# Building Homemade Horse Cart?



## QtrBel

Any easy entry cart with a few modifications should work. You can google that as well as plans. I have seen one that has wheel chair accessible ramp and is set for the wheelchair bound individual to do the driving. Any correctly made harness for a horse that is being used for cart/carriage work will have breeching. The breeching is not what connects to the cart. The traces connect to the single tree. There are shaft holders that the shaft slides through and hold back straps connect to the shaft.


----------



## greentree

I am glad you said two-wheeled cart!,

I was competing at a driving show several years ago, and someone spotted a loose pony, running with his cart on the course.

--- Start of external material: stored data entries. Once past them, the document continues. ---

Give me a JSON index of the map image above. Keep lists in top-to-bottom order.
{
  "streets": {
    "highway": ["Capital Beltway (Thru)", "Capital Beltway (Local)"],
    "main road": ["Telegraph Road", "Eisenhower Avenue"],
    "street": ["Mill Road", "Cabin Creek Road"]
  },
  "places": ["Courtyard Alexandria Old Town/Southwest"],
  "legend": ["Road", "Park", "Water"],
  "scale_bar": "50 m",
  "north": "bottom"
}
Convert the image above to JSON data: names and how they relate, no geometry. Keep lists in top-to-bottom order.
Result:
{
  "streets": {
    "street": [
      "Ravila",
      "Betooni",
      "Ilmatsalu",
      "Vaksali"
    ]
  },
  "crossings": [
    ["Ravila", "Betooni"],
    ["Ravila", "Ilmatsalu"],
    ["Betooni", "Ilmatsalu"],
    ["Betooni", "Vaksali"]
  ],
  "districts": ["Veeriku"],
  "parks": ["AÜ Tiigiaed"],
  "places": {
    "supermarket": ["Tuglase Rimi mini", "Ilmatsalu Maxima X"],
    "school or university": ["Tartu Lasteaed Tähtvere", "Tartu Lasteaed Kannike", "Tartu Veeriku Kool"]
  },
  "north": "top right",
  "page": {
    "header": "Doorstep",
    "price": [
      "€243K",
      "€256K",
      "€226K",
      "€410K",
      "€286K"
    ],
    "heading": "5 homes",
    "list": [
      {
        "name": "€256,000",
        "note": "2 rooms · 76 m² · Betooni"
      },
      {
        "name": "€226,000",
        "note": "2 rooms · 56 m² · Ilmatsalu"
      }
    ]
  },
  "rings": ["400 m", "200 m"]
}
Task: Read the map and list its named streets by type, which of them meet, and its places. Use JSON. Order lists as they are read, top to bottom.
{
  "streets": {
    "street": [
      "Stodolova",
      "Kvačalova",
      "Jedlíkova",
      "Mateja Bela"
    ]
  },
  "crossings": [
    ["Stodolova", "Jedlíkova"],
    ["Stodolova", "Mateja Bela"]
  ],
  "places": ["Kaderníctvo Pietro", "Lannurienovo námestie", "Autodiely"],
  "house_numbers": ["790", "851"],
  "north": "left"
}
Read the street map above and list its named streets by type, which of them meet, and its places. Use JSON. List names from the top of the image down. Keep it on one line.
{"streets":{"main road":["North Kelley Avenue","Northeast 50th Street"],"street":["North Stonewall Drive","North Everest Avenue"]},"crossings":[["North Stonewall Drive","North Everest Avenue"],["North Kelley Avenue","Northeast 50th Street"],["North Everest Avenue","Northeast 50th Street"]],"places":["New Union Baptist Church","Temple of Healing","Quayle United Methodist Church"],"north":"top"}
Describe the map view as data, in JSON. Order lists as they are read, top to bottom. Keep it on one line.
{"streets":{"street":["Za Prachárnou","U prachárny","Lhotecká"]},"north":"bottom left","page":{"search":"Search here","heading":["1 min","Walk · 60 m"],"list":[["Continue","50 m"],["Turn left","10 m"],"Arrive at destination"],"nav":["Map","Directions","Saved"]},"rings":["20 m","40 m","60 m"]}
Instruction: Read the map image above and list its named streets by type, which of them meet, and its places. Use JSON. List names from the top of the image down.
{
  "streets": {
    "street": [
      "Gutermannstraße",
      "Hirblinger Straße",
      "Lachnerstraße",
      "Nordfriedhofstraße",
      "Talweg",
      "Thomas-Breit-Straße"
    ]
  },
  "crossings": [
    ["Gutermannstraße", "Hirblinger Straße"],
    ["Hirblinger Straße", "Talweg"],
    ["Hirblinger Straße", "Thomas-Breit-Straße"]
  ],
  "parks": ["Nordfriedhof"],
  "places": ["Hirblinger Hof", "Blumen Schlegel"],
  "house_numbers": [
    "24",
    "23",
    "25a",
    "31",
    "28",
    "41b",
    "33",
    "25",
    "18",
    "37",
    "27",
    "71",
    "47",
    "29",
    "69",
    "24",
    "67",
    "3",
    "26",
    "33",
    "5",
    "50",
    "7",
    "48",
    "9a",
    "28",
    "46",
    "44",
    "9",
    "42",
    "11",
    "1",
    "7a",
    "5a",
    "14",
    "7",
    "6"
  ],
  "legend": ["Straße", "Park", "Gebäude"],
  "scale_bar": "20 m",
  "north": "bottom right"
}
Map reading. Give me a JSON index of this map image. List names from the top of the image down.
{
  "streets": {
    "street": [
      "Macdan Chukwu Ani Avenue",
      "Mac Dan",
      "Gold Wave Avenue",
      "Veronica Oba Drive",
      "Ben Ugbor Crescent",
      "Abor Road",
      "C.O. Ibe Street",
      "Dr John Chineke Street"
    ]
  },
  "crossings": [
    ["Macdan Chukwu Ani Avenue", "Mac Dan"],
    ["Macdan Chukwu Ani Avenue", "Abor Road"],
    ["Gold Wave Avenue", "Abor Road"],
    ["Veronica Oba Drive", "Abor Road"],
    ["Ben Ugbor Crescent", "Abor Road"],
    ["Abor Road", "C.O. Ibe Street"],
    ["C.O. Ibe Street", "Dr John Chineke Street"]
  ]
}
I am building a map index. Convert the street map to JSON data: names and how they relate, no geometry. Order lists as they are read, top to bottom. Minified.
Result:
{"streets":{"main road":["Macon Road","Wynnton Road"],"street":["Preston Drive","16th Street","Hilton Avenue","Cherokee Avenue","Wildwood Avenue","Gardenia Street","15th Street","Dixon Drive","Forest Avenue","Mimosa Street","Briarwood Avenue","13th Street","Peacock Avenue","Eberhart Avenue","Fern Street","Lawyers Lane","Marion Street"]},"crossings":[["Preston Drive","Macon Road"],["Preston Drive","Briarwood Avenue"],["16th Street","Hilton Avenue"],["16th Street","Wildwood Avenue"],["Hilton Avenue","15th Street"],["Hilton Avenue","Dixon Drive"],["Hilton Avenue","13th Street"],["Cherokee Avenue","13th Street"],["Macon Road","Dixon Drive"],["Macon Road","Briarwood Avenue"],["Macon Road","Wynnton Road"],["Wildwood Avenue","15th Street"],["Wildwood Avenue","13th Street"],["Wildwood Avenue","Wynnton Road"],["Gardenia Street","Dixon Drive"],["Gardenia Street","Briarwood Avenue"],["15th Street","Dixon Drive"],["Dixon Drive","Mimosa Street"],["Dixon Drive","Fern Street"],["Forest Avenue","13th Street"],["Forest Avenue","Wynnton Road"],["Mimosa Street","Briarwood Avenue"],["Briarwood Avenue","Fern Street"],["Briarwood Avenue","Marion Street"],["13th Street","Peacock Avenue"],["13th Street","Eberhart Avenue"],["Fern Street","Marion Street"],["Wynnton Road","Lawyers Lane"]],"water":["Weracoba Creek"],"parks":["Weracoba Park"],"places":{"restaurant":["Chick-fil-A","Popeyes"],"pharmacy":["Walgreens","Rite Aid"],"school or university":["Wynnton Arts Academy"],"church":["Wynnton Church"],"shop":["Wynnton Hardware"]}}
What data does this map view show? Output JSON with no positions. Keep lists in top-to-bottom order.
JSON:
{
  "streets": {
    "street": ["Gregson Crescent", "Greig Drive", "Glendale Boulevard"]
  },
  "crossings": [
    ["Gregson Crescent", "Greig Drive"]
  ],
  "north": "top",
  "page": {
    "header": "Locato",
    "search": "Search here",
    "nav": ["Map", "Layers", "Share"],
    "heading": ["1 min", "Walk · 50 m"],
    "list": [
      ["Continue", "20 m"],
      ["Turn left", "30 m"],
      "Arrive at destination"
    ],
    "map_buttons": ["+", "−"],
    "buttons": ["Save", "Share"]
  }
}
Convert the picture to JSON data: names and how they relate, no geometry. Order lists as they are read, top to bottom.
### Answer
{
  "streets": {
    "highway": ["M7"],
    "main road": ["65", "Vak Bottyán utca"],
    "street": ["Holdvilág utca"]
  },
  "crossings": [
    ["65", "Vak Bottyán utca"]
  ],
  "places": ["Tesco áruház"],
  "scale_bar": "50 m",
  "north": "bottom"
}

Nobody could figure out who was driving a white pony with a two-wheeled cart!!

Finally, the pony slowed and was led back up to the barns, and it turned out he WAS pulling a four-wheeled carriage, but the back half had BROKEN off!! My husband vowed that day to NEVER build anything that could potentially kill his wife!

The carriage had been built by the husband, who was an excellent driver and trainer.....he made one tiny mistake somewhere, and seriously injured his wife.

Anyway, I have seen carts in the Amish country that seem to have been made from those motorcycle wheels....they should be fine for a pony cart, but too small for a 16 h horse cart.


----------